A week ago he told me all of a sudden that he needed to take a leave of absence from work to stay home with his now ailing wife and that we couldn’t see each other anymore, because he owed his wife this time.
I haven’t told him yet that I see his wife often at my gym and she’s as healthy as a horse. I want to confront him face to face but I can’t imagine what would make him lie to this extent.
I will be very grateful to have some advice as to how to deal with this
Thanks a lot,
(Just call me girl interrupted)
The Coach says:
People have affairs for many different reasons, girl interrupted and to name a few…to escape from a bad relationship, an opportunity presents itself, a high sex drive, the thrill of excitement, and so on.
However, sometimes affairs are driven by love. People fall in love with someone who they love more than their spouse. Affairs driven by love, however, are usually anything but fun. They are full of stress, agony and regret.
But, please also be aware that some people actually thrive on cheating and manipulating others simply because they can.
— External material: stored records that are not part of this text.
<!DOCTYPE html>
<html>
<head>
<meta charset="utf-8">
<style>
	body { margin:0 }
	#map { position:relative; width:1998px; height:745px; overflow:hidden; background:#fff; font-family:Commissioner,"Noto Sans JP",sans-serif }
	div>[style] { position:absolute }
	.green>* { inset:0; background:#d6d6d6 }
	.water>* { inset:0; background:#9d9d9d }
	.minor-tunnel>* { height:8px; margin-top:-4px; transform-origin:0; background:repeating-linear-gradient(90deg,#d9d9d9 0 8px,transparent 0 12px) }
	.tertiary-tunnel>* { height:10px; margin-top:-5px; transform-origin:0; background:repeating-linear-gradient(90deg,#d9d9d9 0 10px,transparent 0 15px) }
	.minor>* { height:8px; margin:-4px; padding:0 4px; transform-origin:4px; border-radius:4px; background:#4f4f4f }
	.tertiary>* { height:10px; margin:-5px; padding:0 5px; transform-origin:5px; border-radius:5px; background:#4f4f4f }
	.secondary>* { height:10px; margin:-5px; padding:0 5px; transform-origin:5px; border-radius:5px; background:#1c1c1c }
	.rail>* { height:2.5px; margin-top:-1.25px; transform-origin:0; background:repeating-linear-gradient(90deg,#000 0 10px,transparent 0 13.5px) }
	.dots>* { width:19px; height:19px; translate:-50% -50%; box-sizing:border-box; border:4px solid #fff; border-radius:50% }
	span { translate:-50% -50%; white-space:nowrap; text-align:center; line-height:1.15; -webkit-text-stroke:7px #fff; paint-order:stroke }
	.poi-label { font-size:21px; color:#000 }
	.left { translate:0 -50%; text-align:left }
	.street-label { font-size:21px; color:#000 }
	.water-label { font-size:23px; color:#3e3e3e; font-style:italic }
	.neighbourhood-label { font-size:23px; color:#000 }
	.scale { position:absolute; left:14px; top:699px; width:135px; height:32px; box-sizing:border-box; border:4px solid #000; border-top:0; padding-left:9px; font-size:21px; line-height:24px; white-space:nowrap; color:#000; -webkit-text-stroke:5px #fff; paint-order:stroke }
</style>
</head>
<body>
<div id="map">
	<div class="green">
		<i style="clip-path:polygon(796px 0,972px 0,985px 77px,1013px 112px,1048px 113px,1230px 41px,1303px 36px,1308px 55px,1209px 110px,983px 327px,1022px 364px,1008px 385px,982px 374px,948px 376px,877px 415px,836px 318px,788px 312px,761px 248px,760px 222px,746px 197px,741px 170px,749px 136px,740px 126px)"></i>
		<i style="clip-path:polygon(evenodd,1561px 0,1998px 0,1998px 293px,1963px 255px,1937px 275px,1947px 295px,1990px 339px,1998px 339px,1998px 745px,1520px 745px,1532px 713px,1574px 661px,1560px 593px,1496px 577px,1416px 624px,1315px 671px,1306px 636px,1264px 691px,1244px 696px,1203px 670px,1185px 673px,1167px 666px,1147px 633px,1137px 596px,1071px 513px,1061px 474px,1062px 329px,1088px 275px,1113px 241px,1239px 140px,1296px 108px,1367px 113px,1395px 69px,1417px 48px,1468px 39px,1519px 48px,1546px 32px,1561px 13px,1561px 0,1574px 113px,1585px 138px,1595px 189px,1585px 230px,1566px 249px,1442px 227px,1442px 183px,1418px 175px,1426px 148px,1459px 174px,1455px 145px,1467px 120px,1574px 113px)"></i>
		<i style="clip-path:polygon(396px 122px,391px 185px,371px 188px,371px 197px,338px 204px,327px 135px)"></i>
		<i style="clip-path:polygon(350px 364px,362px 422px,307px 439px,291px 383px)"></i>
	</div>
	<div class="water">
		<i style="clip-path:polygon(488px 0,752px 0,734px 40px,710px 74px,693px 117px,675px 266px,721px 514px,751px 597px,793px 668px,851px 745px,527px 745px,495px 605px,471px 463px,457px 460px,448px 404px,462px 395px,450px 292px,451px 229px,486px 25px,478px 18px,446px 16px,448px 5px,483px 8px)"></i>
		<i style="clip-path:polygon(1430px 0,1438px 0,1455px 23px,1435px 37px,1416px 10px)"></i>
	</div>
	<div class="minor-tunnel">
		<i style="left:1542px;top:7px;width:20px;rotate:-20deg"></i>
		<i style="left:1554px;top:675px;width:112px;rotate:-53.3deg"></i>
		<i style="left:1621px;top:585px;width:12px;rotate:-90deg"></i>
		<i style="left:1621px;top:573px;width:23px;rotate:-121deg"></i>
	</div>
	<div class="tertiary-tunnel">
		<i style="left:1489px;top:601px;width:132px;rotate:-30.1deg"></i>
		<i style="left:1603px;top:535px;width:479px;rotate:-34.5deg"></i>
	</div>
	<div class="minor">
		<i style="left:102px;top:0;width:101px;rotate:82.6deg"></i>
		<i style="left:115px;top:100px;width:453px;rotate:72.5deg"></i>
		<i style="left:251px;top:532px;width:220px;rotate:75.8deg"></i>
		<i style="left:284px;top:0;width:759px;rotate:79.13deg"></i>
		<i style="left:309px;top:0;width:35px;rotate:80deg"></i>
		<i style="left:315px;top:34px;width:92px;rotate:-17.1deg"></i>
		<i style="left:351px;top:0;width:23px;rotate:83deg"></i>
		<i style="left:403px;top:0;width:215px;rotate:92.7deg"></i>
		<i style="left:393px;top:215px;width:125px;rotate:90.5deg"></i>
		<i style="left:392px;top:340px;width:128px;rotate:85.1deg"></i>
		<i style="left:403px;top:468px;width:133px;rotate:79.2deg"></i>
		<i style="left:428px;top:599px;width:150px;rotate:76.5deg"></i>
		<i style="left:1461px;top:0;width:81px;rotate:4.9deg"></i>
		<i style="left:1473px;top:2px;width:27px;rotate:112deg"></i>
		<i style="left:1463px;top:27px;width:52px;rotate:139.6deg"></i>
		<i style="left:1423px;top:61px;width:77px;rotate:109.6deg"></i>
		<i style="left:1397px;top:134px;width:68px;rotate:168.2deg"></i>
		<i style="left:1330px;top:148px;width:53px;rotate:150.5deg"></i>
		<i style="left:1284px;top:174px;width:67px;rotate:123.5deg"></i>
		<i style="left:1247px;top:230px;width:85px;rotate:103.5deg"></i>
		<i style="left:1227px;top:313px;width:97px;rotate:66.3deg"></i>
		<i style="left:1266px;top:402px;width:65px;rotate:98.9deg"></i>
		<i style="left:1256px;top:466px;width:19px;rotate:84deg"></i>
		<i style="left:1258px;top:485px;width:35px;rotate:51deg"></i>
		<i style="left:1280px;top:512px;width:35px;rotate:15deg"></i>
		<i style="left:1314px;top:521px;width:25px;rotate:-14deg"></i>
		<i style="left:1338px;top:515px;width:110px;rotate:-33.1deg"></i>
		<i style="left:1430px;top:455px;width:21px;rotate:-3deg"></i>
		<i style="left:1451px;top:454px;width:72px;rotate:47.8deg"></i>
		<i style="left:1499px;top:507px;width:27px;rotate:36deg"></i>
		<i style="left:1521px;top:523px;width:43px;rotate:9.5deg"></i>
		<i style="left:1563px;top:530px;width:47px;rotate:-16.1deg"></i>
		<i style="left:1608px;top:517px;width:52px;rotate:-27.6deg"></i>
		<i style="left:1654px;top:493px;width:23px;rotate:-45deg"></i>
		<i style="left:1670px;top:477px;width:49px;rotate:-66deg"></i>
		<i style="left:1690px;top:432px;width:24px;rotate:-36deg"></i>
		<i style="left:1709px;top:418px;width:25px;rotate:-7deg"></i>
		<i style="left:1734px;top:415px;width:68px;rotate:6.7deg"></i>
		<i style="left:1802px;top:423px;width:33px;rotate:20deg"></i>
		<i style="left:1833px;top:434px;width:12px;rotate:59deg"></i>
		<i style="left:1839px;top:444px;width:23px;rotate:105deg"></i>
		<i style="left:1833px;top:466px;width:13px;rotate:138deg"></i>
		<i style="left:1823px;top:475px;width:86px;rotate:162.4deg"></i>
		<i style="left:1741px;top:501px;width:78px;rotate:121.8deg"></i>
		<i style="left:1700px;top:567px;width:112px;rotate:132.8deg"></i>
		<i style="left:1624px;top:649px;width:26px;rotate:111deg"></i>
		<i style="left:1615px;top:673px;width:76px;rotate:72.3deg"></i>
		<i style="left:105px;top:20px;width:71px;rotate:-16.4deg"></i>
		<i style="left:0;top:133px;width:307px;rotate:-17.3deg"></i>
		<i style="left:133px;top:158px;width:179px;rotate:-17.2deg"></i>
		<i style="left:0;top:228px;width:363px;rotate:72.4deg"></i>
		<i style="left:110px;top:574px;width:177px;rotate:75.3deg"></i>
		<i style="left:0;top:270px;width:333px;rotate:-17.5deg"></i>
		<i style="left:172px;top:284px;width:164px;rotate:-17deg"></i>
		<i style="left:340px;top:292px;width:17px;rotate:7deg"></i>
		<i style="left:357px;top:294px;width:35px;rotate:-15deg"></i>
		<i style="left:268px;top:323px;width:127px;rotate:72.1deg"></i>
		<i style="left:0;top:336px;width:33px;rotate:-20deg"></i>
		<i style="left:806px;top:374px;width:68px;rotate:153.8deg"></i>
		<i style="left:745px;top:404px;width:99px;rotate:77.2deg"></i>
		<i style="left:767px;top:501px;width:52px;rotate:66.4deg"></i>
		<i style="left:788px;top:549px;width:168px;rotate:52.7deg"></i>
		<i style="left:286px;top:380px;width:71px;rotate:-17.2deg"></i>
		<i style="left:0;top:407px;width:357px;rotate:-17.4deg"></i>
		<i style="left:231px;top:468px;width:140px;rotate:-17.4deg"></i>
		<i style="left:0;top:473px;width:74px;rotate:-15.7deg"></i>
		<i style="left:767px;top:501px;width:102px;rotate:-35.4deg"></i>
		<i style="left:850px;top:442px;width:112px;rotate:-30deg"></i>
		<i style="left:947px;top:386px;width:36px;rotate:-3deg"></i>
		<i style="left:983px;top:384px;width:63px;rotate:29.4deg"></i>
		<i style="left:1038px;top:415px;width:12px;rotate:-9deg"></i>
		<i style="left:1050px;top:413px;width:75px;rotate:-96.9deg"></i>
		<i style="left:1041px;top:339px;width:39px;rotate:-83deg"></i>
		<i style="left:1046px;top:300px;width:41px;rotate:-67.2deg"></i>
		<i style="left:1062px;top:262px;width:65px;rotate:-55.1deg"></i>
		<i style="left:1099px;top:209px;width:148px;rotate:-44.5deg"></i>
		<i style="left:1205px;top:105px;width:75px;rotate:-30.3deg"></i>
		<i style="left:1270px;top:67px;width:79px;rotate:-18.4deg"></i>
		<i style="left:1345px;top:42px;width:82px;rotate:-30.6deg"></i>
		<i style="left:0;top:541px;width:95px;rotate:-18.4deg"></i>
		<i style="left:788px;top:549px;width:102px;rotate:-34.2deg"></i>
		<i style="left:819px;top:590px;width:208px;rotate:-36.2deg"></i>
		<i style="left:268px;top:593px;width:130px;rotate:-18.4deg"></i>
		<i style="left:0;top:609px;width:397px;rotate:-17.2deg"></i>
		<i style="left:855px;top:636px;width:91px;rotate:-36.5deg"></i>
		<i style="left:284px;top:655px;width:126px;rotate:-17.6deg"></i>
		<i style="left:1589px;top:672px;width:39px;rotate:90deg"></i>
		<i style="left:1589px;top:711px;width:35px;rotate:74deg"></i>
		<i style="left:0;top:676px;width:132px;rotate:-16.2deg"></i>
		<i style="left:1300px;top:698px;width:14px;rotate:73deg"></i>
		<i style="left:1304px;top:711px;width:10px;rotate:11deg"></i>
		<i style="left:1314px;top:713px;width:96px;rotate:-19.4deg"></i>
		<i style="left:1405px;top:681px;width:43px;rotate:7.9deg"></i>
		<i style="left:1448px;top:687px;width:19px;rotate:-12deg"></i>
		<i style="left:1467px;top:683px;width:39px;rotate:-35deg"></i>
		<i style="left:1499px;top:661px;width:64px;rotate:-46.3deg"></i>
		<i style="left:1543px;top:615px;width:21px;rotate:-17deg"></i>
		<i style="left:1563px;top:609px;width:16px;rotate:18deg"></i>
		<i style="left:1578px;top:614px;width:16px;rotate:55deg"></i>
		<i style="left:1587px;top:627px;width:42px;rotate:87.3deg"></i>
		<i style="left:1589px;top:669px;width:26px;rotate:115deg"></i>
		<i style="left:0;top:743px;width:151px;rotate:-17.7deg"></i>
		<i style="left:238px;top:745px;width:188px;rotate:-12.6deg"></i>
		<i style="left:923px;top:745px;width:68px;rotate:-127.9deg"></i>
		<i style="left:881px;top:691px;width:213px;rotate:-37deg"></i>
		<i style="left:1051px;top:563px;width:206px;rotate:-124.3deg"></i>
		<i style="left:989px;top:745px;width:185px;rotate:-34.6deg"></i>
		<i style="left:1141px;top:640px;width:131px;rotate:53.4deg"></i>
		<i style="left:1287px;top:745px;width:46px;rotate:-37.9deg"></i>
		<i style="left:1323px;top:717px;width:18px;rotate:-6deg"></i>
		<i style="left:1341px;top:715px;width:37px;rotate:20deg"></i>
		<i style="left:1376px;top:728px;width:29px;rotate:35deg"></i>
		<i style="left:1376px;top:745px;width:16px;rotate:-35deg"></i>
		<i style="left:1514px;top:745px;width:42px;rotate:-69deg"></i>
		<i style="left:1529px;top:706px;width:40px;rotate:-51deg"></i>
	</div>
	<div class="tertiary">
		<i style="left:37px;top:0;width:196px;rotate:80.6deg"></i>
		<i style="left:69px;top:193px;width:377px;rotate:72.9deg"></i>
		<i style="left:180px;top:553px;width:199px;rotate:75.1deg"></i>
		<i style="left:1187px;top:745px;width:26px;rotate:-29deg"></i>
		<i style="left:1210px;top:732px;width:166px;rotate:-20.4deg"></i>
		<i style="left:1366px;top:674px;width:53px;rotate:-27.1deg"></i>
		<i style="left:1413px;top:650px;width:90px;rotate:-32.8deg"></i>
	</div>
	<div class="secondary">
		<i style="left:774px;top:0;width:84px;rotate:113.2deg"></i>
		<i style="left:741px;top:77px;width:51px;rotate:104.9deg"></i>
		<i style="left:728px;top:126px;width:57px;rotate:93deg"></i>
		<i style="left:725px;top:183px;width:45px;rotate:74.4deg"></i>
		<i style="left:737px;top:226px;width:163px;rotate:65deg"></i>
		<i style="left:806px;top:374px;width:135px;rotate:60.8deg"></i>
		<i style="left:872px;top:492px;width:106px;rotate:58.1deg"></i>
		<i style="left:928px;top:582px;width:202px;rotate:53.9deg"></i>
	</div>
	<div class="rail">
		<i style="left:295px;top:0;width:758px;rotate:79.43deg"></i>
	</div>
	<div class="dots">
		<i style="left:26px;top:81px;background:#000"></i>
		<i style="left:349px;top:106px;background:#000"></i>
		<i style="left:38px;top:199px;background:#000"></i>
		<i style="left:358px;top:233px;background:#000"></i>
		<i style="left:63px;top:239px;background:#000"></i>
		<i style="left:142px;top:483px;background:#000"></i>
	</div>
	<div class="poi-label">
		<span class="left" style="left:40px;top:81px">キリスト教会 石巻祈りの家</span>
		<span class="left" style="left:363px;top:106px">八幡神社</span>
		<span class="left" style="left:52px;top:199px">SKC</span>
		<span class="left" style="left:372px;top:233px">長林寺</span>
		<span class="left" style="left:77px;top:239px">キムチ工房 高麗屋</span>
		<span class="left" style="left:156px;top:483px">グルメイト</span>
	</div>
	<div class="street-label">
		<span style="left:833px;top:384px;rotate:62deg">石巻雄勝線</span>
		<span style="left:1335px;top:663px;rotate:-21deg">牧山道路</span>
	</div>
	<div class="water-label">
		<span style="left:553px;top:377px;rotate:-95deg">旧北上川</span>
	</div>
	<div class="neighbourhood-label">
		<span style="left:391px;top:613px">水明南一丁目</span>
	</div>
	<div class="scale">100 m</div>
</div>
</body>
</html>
Some men people get a kick out of making other people fall in love, only to break their hearts. For them, love is a game, affairs are short-lived and full of lies and emotional manipulation.
If you are the victim of someone who is playing games with your heart, he has probably told you everything you wanted to hear, regardless of the truth.
And while such affairs are fun and exciting, they usually don’t last. People, who start these types of affairs, sweep their victims of their feet, but then they lose interest when their victims fall in love.
Unfortunately, your situation sounds more like someone playing games (i.e., “my wife cheats on me”) than someone who is genuinely in love with you. If he is truly in love with you, he would not have told you such lies. Plus, he has most likely started a new affair and is ridding himself of you because the amount of work it would take to hide 2 lovers from his wife.
And if he is playing games with you, confronting him will only make things worse. If you confront him, he’ll only tell you more lies leaving more confused than you are now.
While this may be hard to hear, it is probably best not to investment more time or energy in this situation. In the long run, very little is likely to come of it.
Sorry, girl interrupted! The only thing that needs interruption here is you from that sociopath. Please run quickly before real regret hits!!!
Also, I’d like to inbox you for a private session to understand better why you think it is okay to settle for a relationship like this. If that’s okay???
Thanks for allowing us to share your story here.
Hope this helps you and others to have an incisive Tuesday!